Although this advancement is important, he said, understanding biology so software can be created and adapted is much more important than the advancement and capability of the hardware itself. 

"The new paradigm is really to understand biology. We are beginning to model it, simulate it and reprogram it. And we look at the grand effort to understand the genome. We're in that process (and) it's also advancing exponentially," he said. "Recent scanners see in the living brain to see new spines and synapses. Getting enough data to see how our brain gets enough thought because we do have that plasticity. We can reorganize our brains." 

Kurzweil said capabilities in the area of artificial intelligence are expanding as well and that he believes technology will be able to emulate the thought process and logic of the human brain in 10 to 15 years. 

"The exponential progression of information technology is going to enable us to understand and reverse (engineer) the human brain," he said. 

His estimates were much more radical than his peers, who said at a recent convention that that technology will not reach that point for another 50 years. 

It is almost impossible to view technology from a linear perspective, he said, because over time, the progression would be a sharp vertical line upwards. 

Kurzweil demonstrated his company's handheld print-to-speech device in front of the audience.
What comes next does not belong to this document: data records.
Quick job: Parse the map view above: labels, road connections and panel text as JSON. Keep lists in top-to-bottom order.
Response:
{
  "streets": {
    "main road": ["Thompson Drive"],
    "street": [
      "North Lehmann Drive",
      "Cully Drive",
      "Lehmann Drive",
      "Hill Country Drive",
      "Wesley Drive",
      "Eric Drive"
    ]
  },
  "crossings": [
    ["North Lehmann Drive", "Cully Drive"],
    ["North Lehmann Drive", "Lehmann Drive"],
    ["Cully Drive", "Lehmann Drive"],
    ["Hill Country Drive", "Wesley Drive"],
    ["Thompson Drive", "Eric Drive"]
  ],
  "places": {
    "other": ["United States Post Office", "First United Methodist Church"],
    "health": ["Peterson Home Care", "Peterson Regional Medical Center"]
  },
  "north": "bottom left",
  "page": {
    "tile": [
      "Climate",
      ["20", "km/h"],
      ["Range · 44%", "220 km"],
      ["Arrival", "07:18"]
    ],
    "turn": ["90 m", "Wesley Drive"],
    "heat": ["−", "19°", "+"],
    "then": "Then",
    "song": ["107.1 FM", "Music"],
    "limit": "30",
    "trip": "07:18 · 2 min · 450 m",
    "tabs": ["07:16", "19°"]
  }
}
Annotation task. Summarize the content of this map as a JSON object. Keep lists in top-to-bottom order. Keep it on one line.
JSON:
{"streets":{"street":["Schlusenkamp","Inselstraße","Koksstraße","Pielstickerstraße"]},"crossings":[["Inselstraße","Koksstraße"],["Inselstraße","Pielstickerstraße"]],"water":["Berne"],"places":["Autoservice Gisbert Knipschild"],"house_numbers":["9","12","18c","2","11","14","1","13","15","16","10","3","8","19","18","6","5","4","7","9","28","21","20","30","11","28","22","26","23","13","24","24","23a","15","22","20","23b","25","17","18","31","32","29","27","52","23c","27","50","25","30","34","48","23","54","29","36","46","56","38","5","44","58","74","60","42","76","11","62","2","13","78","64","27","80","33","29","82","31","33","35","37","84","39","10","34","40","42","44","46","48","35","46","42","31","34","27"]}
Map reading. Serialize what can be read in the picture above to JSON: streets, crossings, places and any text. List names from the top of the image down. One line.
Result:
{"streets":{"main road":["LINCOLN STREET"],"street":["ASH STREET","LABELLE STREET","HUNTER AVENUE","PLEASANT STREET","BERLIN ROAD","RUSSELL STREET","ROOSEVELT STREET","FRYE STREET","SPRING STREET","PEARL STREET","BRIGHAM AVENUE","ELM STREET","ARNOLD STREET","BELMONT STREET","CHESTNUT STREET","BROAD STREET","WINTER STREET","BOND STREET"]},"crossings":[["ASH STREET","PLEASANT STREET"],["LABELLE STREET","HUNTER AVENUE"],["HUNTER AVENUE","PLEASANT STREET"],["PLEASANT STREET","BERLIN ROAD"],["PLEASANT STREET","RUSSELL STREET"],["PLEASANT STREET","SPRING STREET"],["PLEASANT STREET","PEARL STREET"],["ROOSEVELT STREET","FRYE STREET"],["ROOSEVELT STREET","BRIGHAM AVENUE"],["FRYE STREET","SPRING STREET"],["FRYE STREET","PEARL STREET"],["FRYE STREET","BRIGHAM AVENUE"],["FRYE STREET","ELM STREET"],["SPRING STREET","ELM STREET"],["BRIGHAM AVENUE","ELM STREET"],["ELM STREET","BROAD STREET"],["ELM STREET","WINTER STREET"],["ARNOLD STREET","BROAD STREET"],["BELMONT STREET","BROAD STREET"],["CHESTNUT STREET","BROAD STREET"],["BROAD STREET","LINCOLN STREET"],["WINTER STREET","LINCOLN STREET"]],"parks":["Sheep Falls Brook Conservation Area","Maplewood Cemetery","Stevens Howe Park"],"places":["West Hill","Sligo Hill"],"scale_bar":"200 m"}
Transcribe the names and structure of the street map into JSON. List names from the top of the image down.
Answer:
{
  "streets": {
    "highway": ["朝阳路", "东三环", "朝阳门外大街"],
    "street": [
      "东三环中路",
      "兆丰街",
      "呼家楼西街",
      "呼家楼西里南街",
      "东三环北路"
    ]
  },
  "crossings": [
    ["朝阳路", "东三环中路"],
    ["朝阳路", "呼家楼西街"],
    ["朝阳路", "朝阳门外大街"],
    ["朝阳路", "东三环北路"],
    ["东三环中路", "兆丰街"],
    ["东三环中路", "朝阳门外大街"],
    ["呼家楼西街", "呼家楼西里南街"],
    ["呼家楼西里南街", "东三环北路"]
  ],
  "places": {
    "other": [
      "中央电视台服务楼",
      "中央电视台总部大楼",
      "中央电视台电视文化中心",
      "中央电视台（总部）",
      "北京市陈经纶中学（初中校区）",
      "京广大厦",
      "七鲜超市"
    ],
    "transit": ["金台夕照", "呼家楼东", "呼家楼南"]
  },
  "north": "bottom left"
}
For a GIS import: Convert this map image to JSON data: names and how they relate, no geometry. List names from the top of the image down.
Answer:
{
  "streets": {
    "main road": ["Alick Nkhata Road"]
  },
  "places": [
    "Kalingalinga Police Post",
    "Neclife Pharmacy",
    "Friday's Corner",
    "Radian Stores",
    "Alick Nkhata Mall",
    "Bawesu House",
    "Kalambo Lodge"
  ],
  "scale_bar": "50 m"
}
Through advanced optimal technology, the device was able to identify what area had text, take a picture and read it out loud to the audience. 

"If you understand something in one way, then you really don't understand something. If something goes wrong, then it gets stuck in your mind with nowhere to go," the device said. 

Another presentation displayed a new program where a person speaks and the machine is able type out what is being said and then translate the text into another language and speak it back to the user. 

The lecture expressed the positive aspects of technology and how the human mind will only be able to expand, but Kurzweil said during the question and answer session that "technology can be a double-edged sword." 

"Genetics are helping us lead to preventing diseases, but it's also providing the tools for bioterrorists, too," he said. "Before, we used to assume that people wouldn't be overly destructive. For whatever reason, people will draw reasonable justifications from faith and use this as a weapon. This actually is a daunting specter."